# Tesco 3W LED Torch



## Vigilies (15 Dec 2008)

I just thought you all might like to know that Tesco are discontinuing their super 3W LED torch, and at the moment they are discounting it to eight pounds from ten. I got one today and they are well made and very, very bright.


----------



## gratts (15 Dec 2008)

Take off another 2.5% for VAT 
One of mine has already broken after about a month, and I've barely used it. Back I go


----------



## J4CKO (15 Dec 2008)

Serious value these, I have two plus a Hope Vision 2.


----------



## Lazy-Commuter (16 Dec 2008)

I bought one for £8 a week or so ago. Very bright, all good so far.


----------



## downfader (18 Dec 2008)

The guys who made it could have improved it majorly if they had ditched the lens and put in a cheap reflector and glass cover on the end. It would have been about 20-30% brighter!!! Seriously. 

I've read that you can also bodge these to run off an external battery saving on bulk.
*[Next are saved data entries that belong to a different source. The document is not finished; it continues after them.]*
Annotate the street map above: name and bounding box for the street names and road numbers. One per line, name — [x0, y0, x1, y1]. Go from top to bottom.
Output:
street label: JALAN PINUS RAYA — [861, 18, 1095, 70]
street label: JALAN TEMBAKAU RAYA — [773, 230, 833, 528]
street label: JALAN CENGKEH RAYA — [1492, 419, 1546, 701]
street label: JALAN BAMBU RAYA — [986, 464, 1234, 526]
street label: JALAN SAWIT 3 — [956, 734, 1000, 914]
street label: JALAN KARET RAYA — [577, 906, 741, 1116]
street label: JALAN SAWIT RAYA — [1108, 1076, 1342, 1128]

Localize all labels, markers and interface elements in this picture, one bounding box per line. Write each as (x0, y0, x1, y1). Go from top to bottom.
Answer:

They are very good for the money (I bought two) but not quite as robust as the more expensive torches. 

Now go on youtube and look up "The Torch" and see that one melt plastic cups, set pagers on fire and cook eggs.


----------



## hackbike 666 (18 Dec 2008)

Why don't they do these in a back light flavour?


----------



## BentMikey (18 Dec 2008)

hackbike 666 said:


> Why don't they do these in a back light flavour?



LMAO!

I think the BLT Fantom XR9 comes close - it's a monster rear light, not quite as bright as the dinotte apparently but still waaaay more than any other rear light I've seen so far.
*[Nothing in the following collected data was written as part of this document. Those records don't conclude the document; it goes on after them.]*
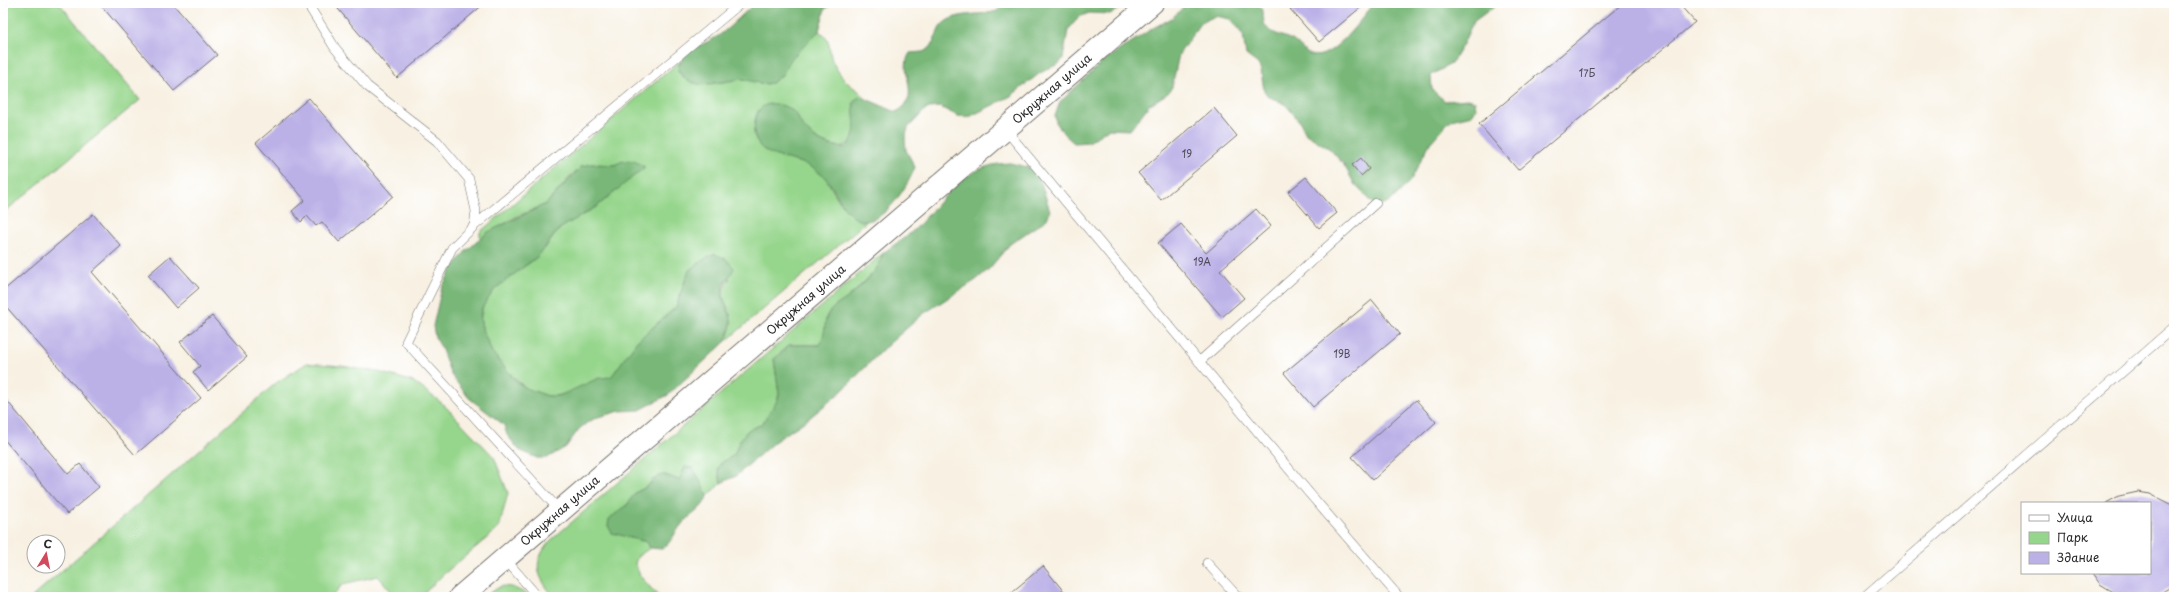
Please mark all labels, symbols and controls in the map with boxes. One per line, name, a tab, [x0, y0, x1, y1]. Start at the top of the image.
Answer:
street label: Окружная улица	[1008, 48, 1095, 128]
house number: 17Б	[1579, 65, 1596, 80]
house number: 19	[1182, 146, 1192, 161]
house number: 19А	[1193, 254, 1211, 269]
street label: Окружная улица	[762, 259, 849, 339]
house number: 19В	[1334, 346, 1351, 361]
street label: Окружная улица	[516, 470, 603, 550]
legend	[2021, 502, 2151, 574]
text: Улица	[2057, 508, 2093, 526]
text: Парк	[2057, 528, 2089, 546]
north arrow	[26, 534, 66, 574]
text: С	[42, 535, 53, 553]
text: Здание	[2057, 548, 2099, 566]

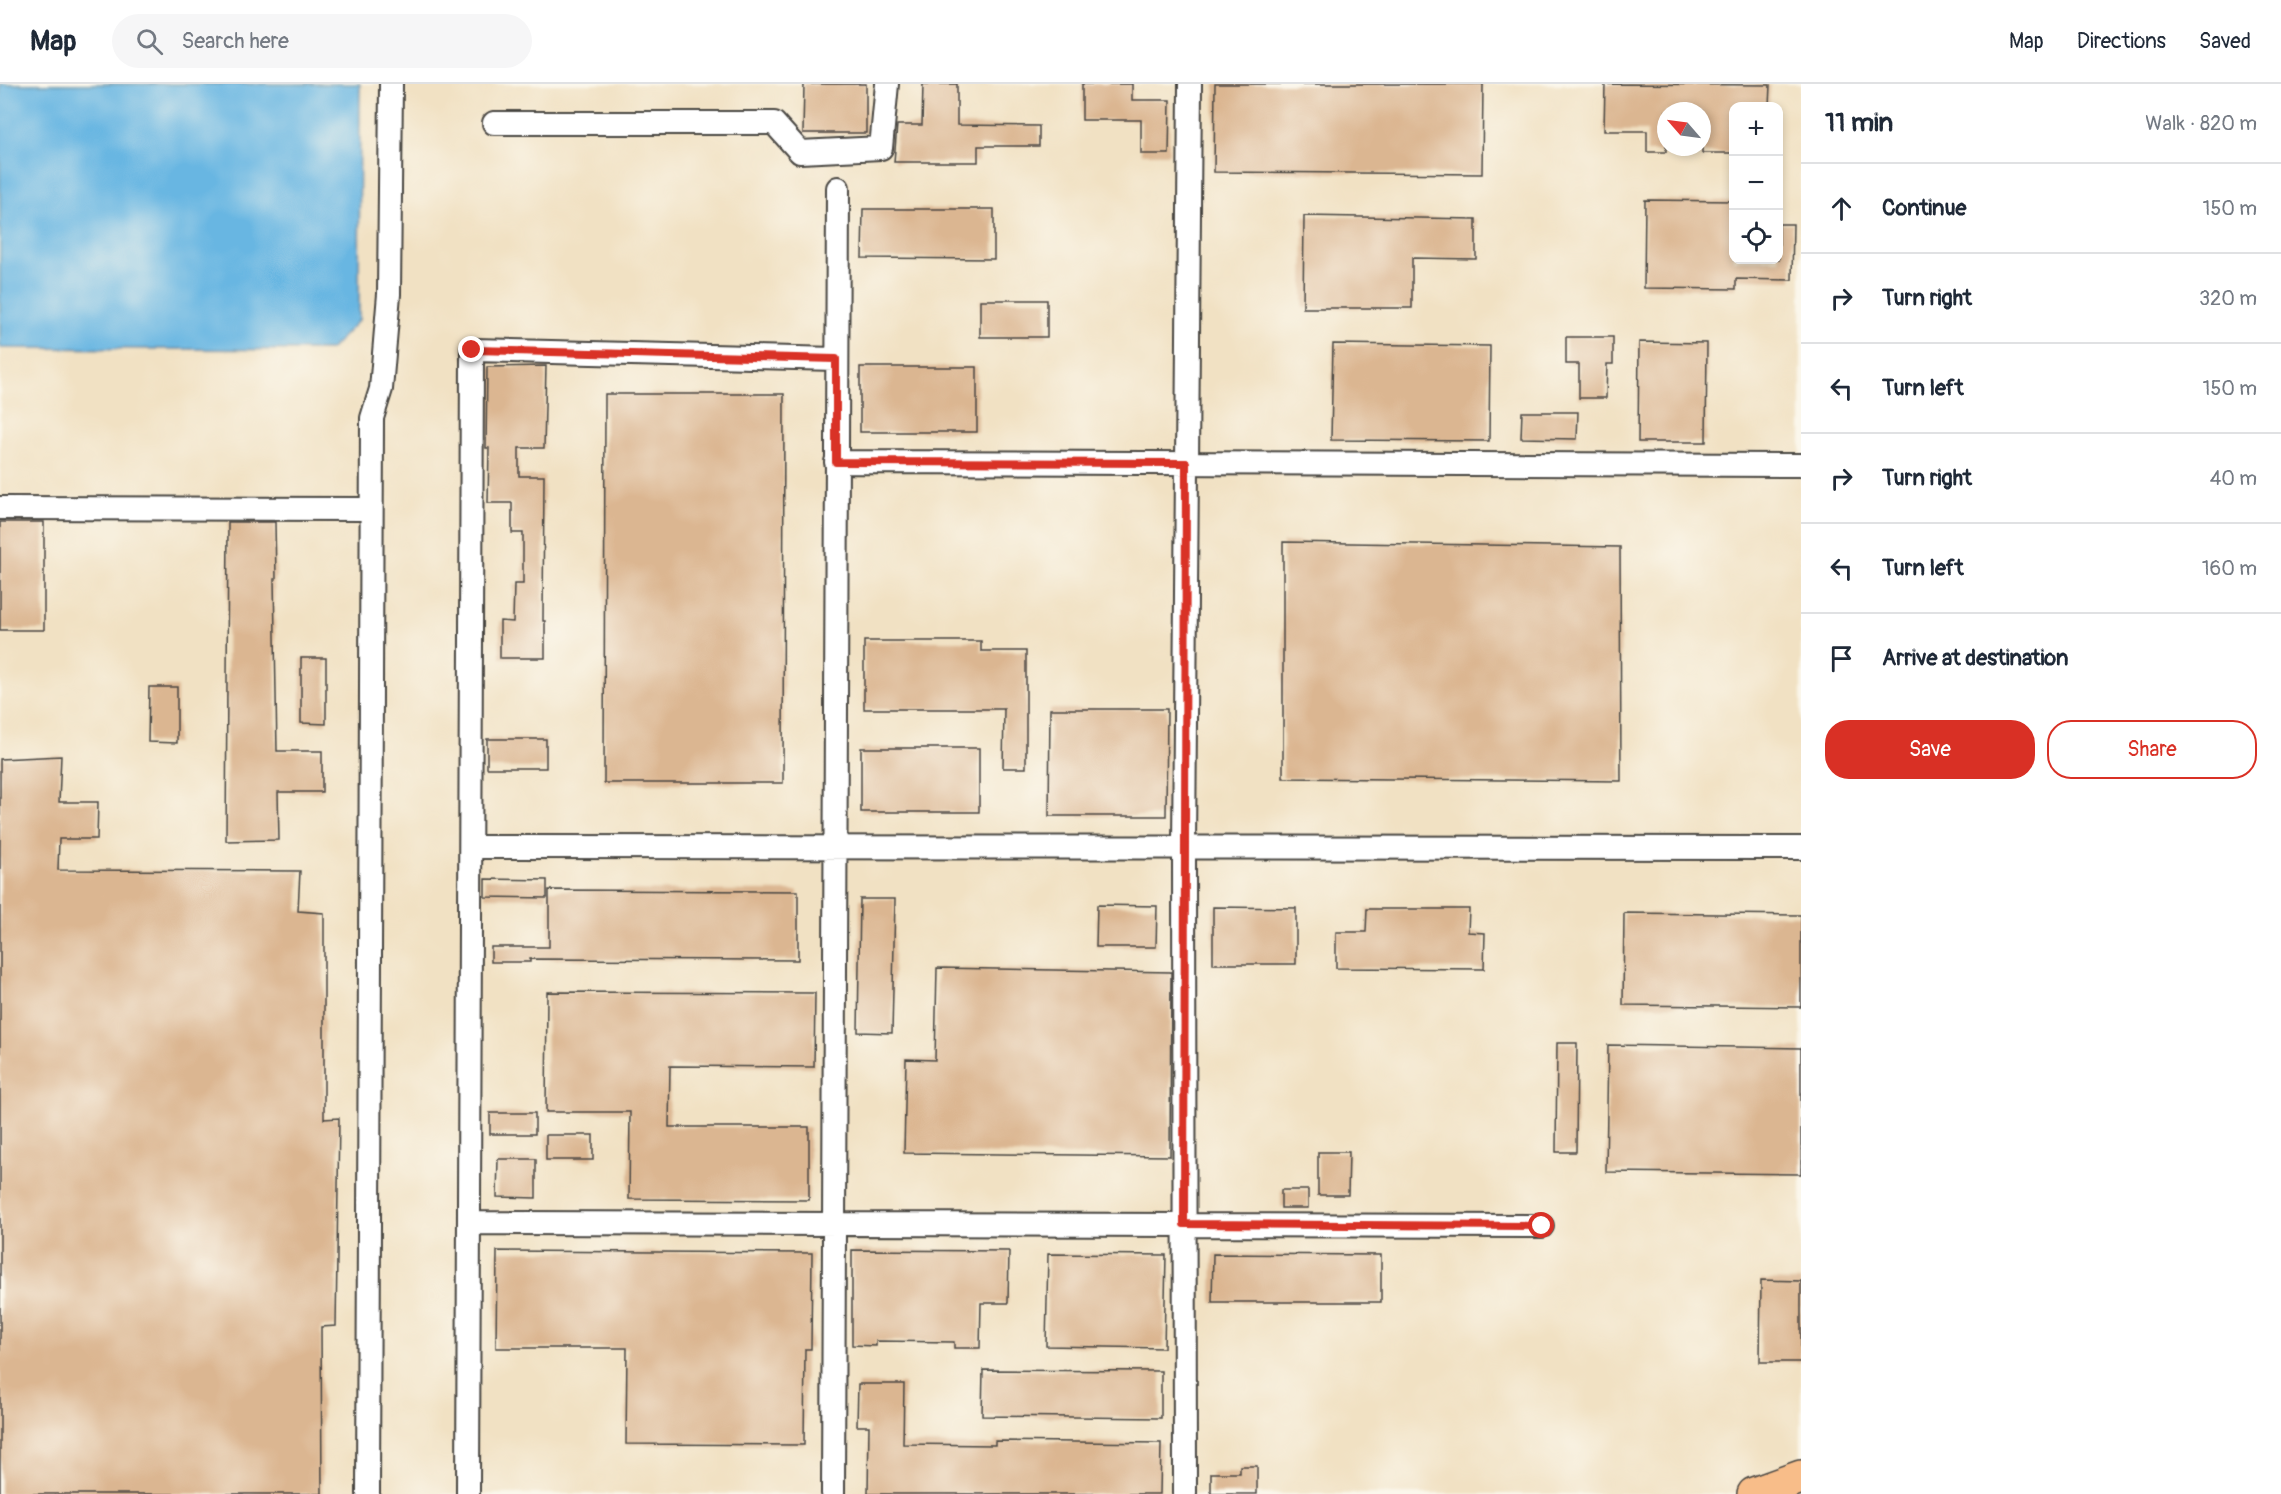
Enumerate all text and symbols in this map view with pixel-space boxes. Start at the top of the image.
search box [112,14,532,68]
text: Map [30,24,76,59]
icon: search [133,25,166,58]
text: Search here [181,27,289,55]
text: Map [2009,28,2044,55]
text: Directions [2077,28,2166,55]
text: Saved [2199,28,2251,55]
north arrow [1657,102,1711,156]
map controls [1729,102,1783,264]
button: + [1729,102,1783,156]
text: 11 min [1825,107,1893,139]
text: Walk · 820 m [2145,111,2257,136]
button: − [1729,156,1783,210]
icon: ahead [1825,192,1858,225]
text: Continue [1882,194,1966,222]
text: 150 m [2203,196,2257,221]
button: locate [1729,210,1783,264]
icon: right [1825,282,1858,315]
text: Turn right [1882,284,1972,312]
text: 320 m [2199,286,2257,311]
route end [458,336,484,362]
icon: left [1825,372,1858,405]
text: Turn left [1882,374,1964,402]
text: 150 m [2203,376,2257,401]
icon: right [1825,462,1858,495]
text: Turn right [1882,464,1972,492]
text: 40 m [2210,466,2257,491]
icon: left [1825,552,1858,585]
text: Turn left [1882,554,1964,582]
text: 160 m [2202,556,2257,581]
icon: arrive [1825,642,1858,675]
text: Arrive at destination [1882,644,2068,672]
button: Save [1825,720,2035,779]
button: Share [2047,720,2257,779]
route start [1528,1212,1554,1238]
Drivers are much more safe and cautious when overtaking me with that light, I guess because it doesn't scream bike, and it's bright enough to leave them guessing.


----------



## gratts (18 Dec 2008)

Couldn't you fit it with a red filter of some kind?
Nobody would come close


----------



## fossyant (18 Dec 2008)

Well my Tesco survived me getting run down by a Fiat Siencento !!  Used it to find my gloves after I took them off........


----------



## domd1979 (18 Dec 2008)

I shovelled a Terralux red LED conversion into an AA Maglite, and that's pretty fantastic as a rear light, and you can twiddle the lens to get the spread of light that you want.



gratts said:


> Couldn't you fit it with a red filter of some kind?
> Nobody would come close


----------



## downfader (18 Dec 2008)

*Tesco £4 LED lights*

If you want to convert the tesco torch to red you can get gels and glass filters from most camera shops. Gels - or even sweet wrappers - will be better as you can cut it and tape it inside the housing. 
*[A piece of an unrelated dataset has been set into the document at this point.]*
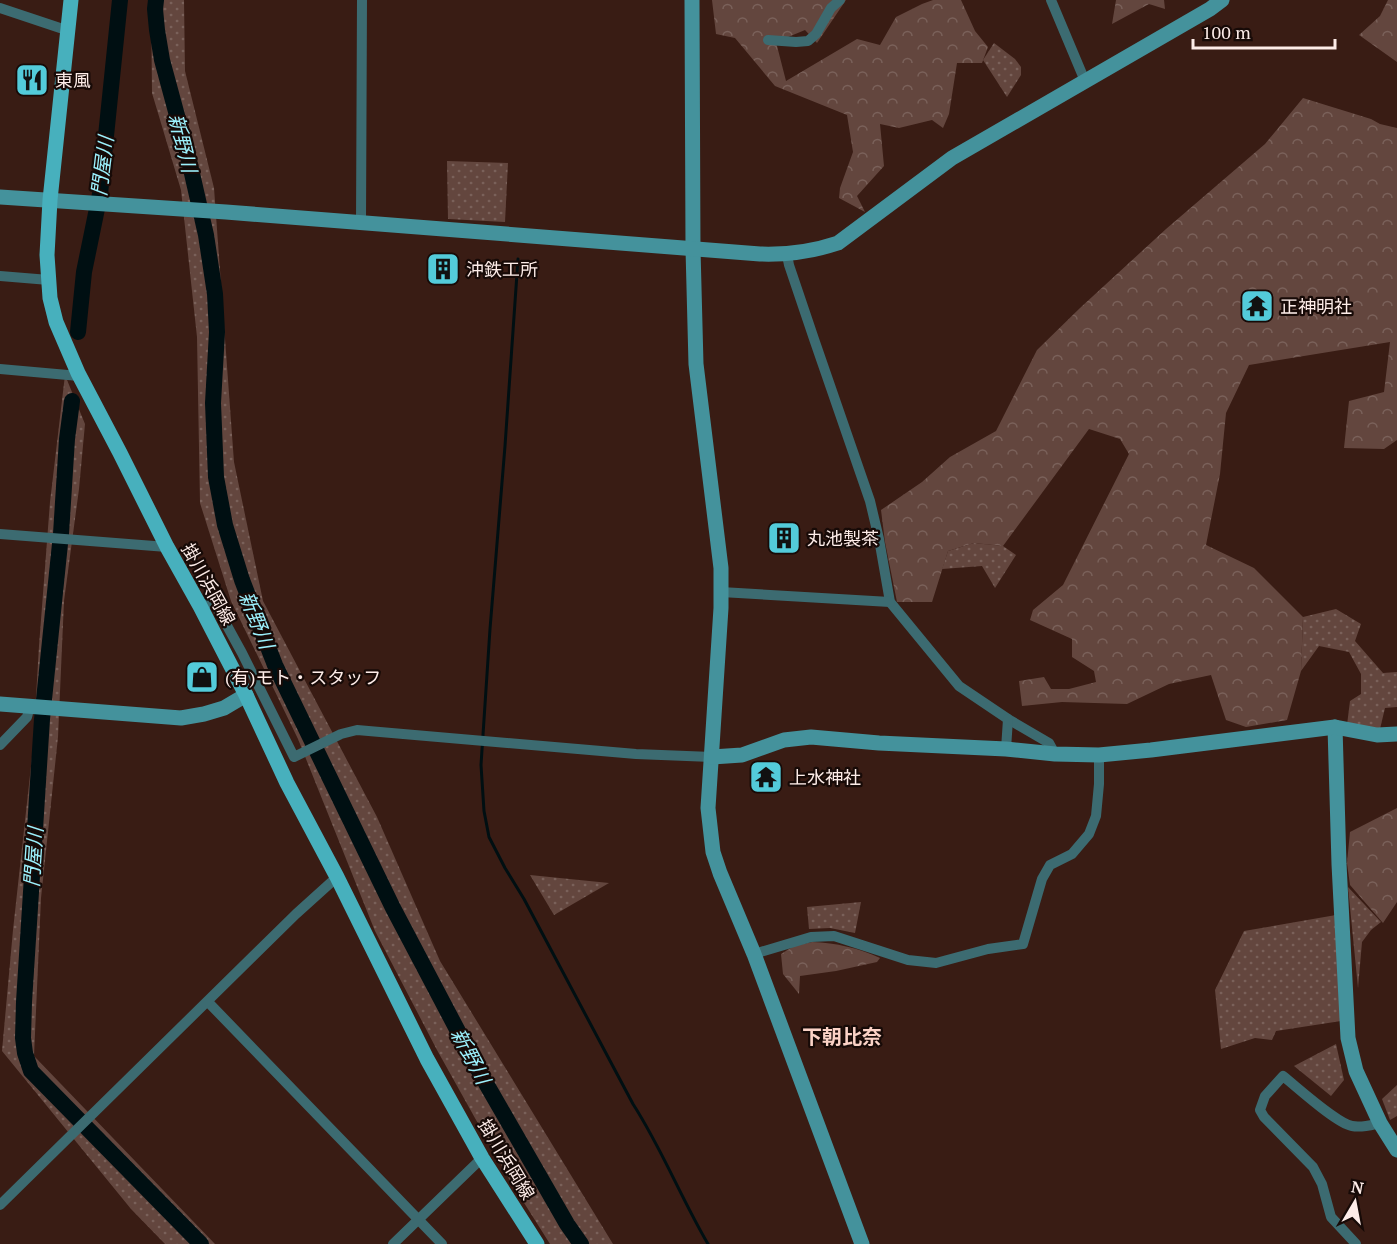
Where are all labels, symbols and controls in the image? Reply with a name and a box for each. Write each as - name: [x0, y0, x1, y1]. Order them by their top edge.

Actually, anyone tried the lil 4 quid cycle lights they do.? I have just bought two white ones of these strange little "pods" with velcro fasteners. My god they're bright!!  I have wondered if they're 0.5 watt leds. They're at least as bright if not brighter than the Knog Frogs, though not as well made. I think they would need some silicone to seal them from the weather imo.


----------



## Downward (20 Dec 2008)

I would just like to say that the Rechargeables I have used in these Torches are crap (Uniross 2300mah) 
They last for about 45 mins compared with the tesco's own brand which last 6 hours


----------



## downfader (20 Dec 2008)

Downward said:


> I would just like to say that the Rechargeables I have used in these Torches are crap (Uniross 2300mah)
> They last for about 45 mins compared with the tesco's own brand which last 6 hours



Hmm... I have found Uniross to be bloody awful for rechargables... I have used Energiser since and they seem to last 4 times longer than the decent AAs. Havent tried the larger size though. It seems the AA size is the most reliable for charge and the AAA is slightly poorer. I'd imagine the bigger the battery the better the time to a degree.


----------



## Downward (20 Dec 2008)

Actually looking on the battery they are the 2100mah ones.
But still they last longer than my old energiser 1100mah.
I have bought 30 batteries from Tesco for back up (Will come in useful for Xmas too) and have left a charger at work till i get some new rechargeables


----------



## hackbike 666 (20 Dec 2008)

BentMikey said:


> LMAO!
> 
> I think the BLT Fantom XR9 comes close - it's a monster rear light, not quite as bright as the dinotte apparently but still waaaay more than any other rear light I've seen so far.
> 
> Drivers are much more safe and cautious when overtaking me with that light, I guess because it doesn't scream bike, and it's bright enough to leave them guessing.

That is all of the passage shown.